Por: Esteban Barquera – Primus Draconis

Prometeo, figura mitológica, emergió como hijo de Jápeto y la oceánide Asia, o bien de Clímene, otra oceánide. Sus hermanos, Atlas, Epimeteo y Menecio, quedaban opacados por su astucia. Se aprecia una perspectiva alternativa en la obra «Prometeo encadenado» de Esquilo, donde su linaje se traza a Gea o Temis. Una versión menos común, relata que el gigante Eurimedonte violó a Hera cuando esta era una adolescente y engendró a Prometeo, lo que causó la furia de Zeus.

Prometeo, artífice de la humanidad, la moldeo de barro, motivado por un instinto de protección a su creación, al verla en riesgo de sometimiento y probable destrucción. Astutamente, tramó un plan para burlar a Zeus durante un sacrificio de un gran buey, dividiéndolo en dos partes, en una de ellas puso la piel, la carne y las vísceras, que ocultó en el vientre del buey y en la otra puso los huesos, pero los cubrió de apetitosa grasa. Dejó entonces elegir a Zeus la parte que comerían los dioses. Zeus seleccionó los huesos cubiertos de grasa en vez de la carne y vísceras.

Indignado por este engaño, Zeus prohibió y arrebato a los hombres el fuego. Prometeo, en desacuerdo y como acto de desobediencia, decidió robarlo, así que subió al monte Olimpo y lo cogió del carro de Helios o de la forja de Hefesto, y lo consiguió devolver a los hombres en el tallo de una cañaheja, que arde lentamente y resulta muy apropiado para este fin. De esta forma, la humanidad pudo calentarse y utilizarlo para llevar a cabo sacrificios de animales. (En otra versión, Prometeo robaba las artes de Hefesto y Atenea, se llevaba también el fuego porque sin él no servían para nada, y proporcionaba de esta forma al hombre los medios para desarrollarse.)

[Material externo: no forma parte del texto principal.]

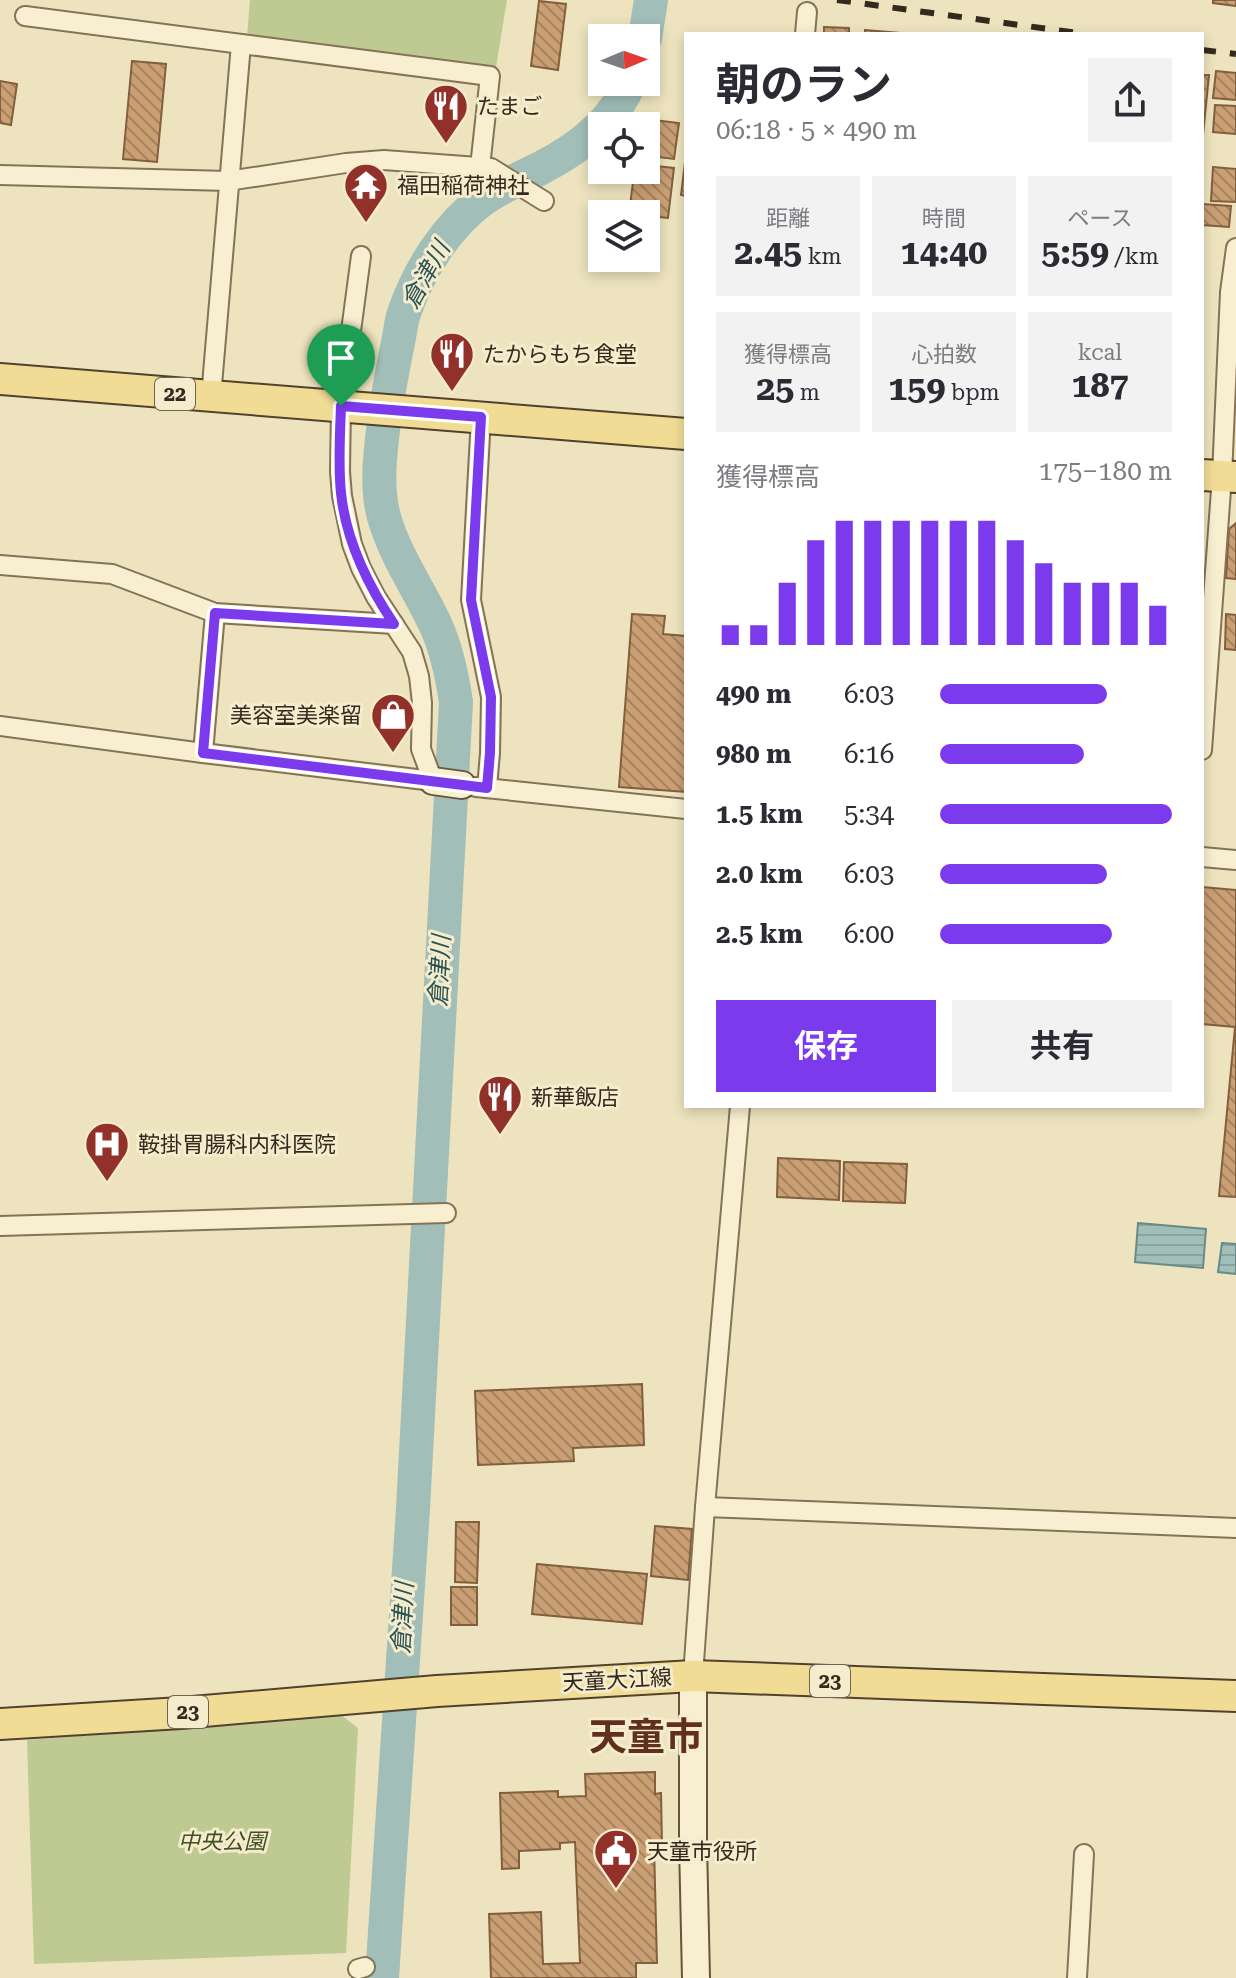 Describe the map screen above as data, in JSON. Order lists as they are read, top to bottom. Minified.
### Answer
{"streets":{"main road":["22","天童大江線","23"]},"districts":["天童市"],"water":["倉津川"],"parks":["中央公園"],"places":{"restaurant":["たまご","たからもち食堂","新華飯店"],"temple":["福田稲荷神社"],"shop":["美容室美楽留"],"hospital":["鞍掛胃腸科内科医院"],"public building":["天童市役所"]},"north":"right","page":{"heading":["朝のラン","06:18 · 5 × 490 m"],"stats":[["距離","2.45 km"],["時間","14:40"],["ペース","5:59 /km"],["獲得標高","25 m"],["心拍数","159 bpm"],["kcal","187"]],"chart":["獲得標高","175–180 m"],"list":[{"name":"490 m","note":"6:03"},{"name":"980 m","note":"6:16"},{"name":"1.5 km","note":"5:34"},{"name":"2.0 km","note":"6:03"},{"name":"2.5 km","note":"6:00"}],"buttons":["保存","共有"]}} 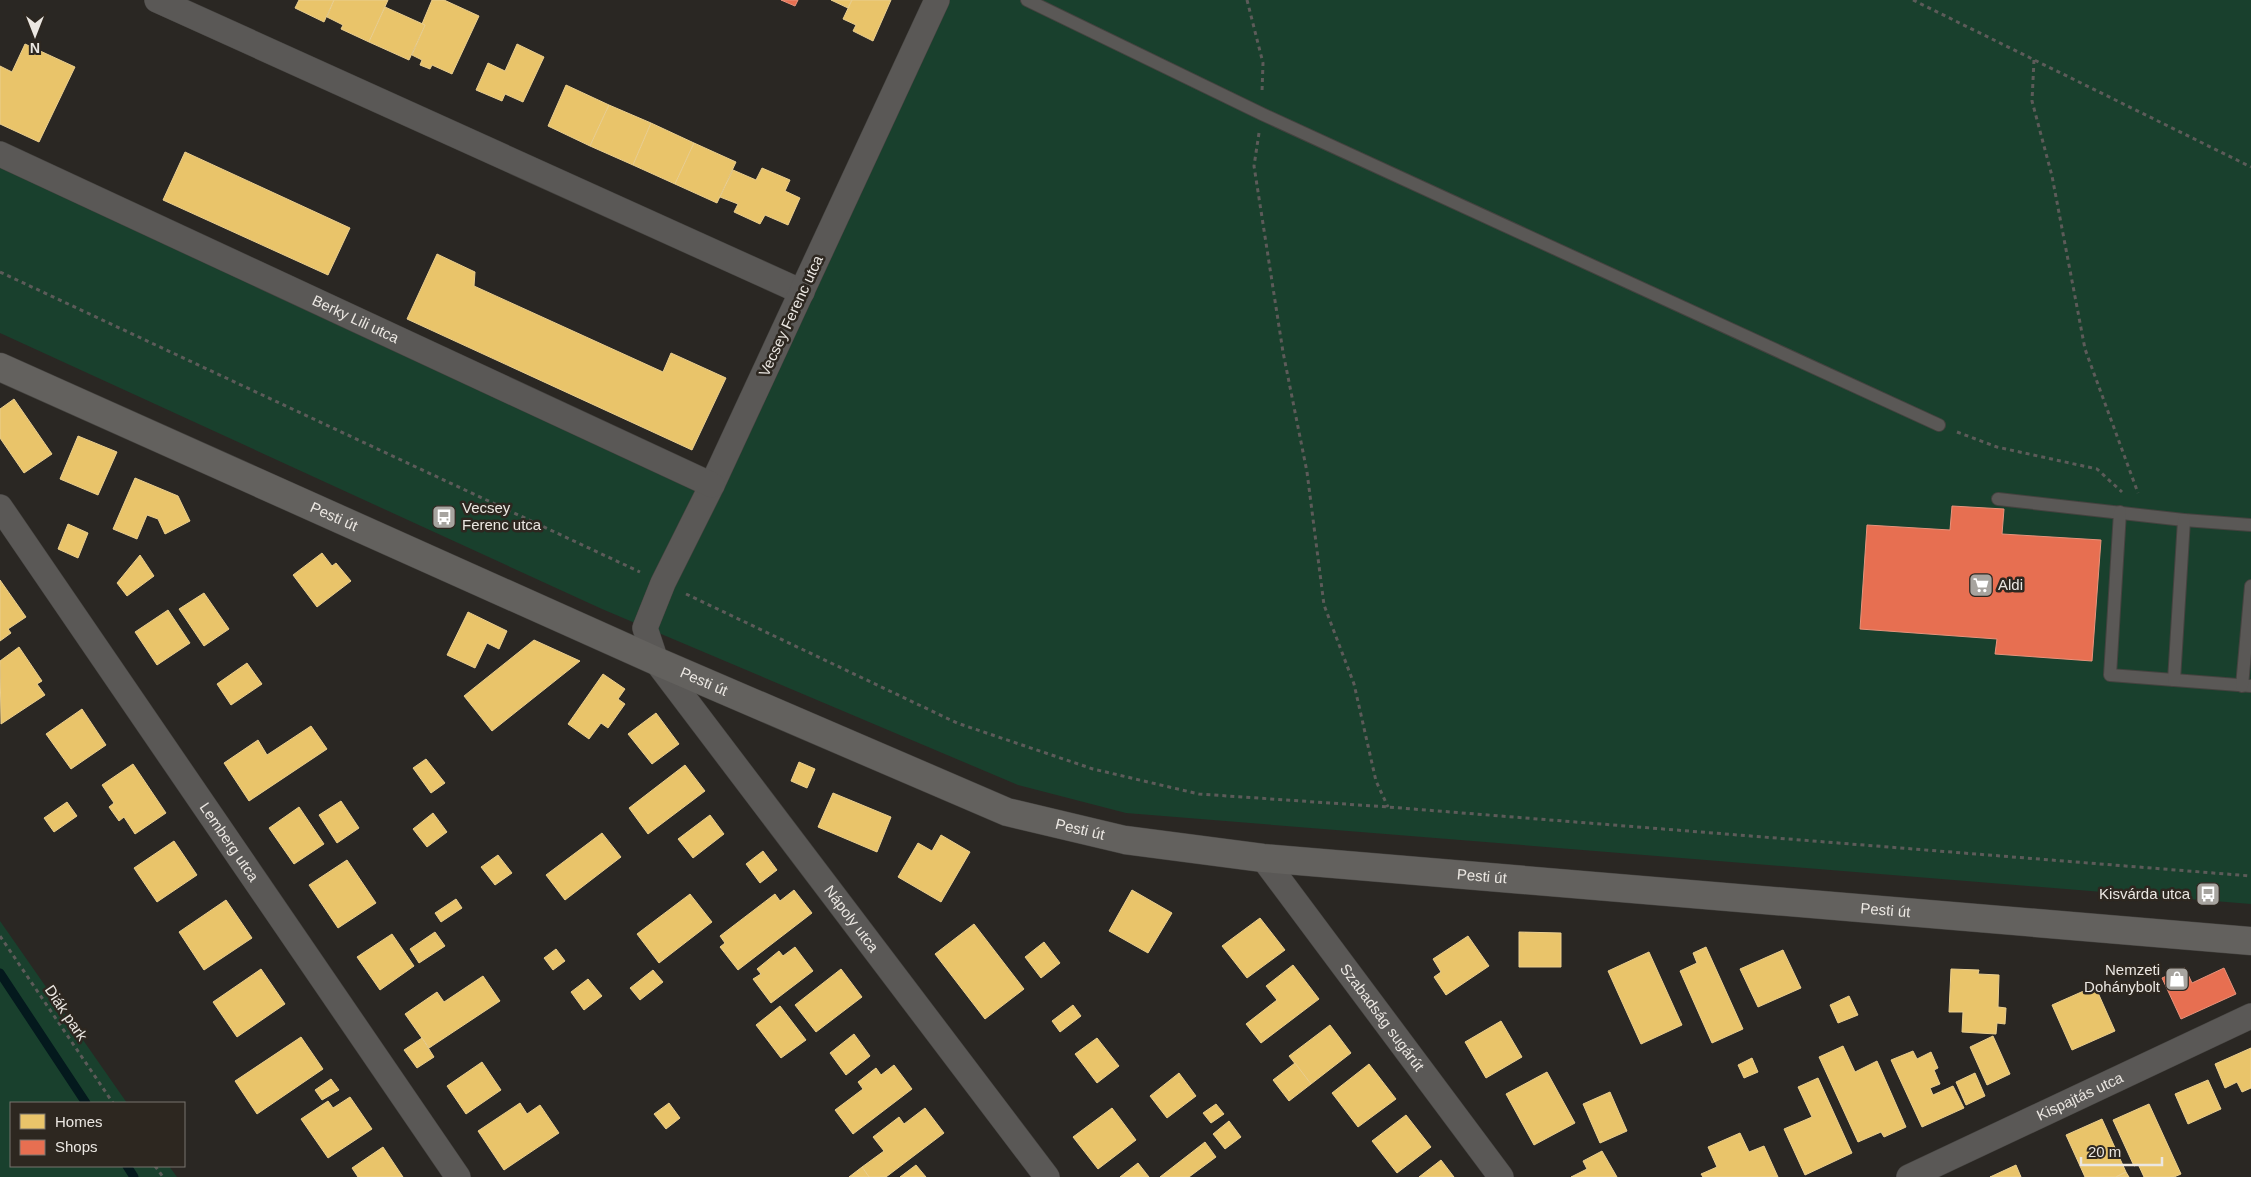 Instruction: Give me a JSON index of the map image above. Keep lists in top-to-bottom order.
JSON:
{
  "streets": {
    "main road": ["Pesti út"],
    "street": [
      "Vecsey Ferenc utca",
      "Berky Lili utca",
      "Lemberg utca",
      "Nápoly utca",
      "Szabadság sugárút",
      "Kispajtás utca"
    ],
    "path": ["Diák park"]
  },
  "crossings": [
    ["Vecsey Ferenc utca", "Berky Lili utca"],
    ["Vecsey Ferenc utca", "Pesti út"],
    ["Vecsey Ferenc utca", "Nápoly utca"],
    ["Pesti út", "Nápoly utca"],
    ["Pesti út", "Szabadság sugárút"]
  ],
  "places": {
    "bus stop": ["Vecsey Ferenc utca", "Kisvárda utca"],
    "supermarket": ["Aldi"],
    "shop": ["Nemzeti Dohánybolt"]
  },
  "legend": ["Homes", "Shops"],
  "scale_bar": "20 m",
  "north": "bottom"
}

Para vengarse por esta segunda ofensa, Zeus ordenó a Hefesto que hiciese una mujer de arcilla llamada Pandora. Zeus le infundió vida y la envió por medio de Hermes al hermano de Prometeo, Epimeteo, ella llevaba una jarra que contenía todas las desgracias (plagas, dolor, pobreza, crimen, etcétera) con las que Zeus quería castigar a la humanidad. Epimeteo se casó con ella para aplacar la ira de Zeus por haberla rechazado una primera vez (a causa de las advertencias de su hermano de no aceptar ningún regalo de los dioses.) Pandora terminaría abriendo el ánfora, tal y como Zeus lo había planeado.

Tras vengarse así de la humanidad, Zeus se vengó también de Prometeo e hizo que lo llevaran al Cáucaso, donde fue encadenado por Hefesto con la ayuda de Bía y Cratos. Zeus envió un águila (hija de los monstruos Tifón y Equidna) para que se comiera el hígado de Prometeo. Siendo este inmortal, su hígado volvía a crecer cada noche, y el águila volvía a comérselo cada día. Este castigo había de durar para siempre, pero Heracles pasó por el lugar de cautiverio de Prometeo de camino al jardín de las Hespérides y lo liberó disparando una flecha al águila y rompiendo las cadenas que lo sujetaban, pero en el proceso hiere a Quirón de manera grabe, así que Prometeo se ofreció ante Zeus para cambiar su mortalidad por la inmortalidad de Quirón para detener su sufrimiento. Agradecido, Prometeo ayudó a Heracles a obtener las manzanas doradas de las Hespérides.

Esta vez no le importó a Zeus que Prometeo evitase de nuevo su castigo, ya que este acto de liberación y misericordia ayudaba a la glorificación del mito de Heracles, quien era hijo de Zeus. Prometeo fue así liberado, aunque debía llevar con él un anillo unido a un trozo de la roca a la que fue encadenado.

En otra versión, Prometeo fue liberado por Hefesto tras revelar a Zeus su destino, en el que deducía que si tenía un hijo con la nereida Tetis, este hijo llegaría a ser más poderoso que su padre, quien quiera que este fuera. Por ello Zeus evitó tener a Tetis como consorte, así que el hijo lo tuvo con Peleo, este hijo recibió el nombre de Aquiles.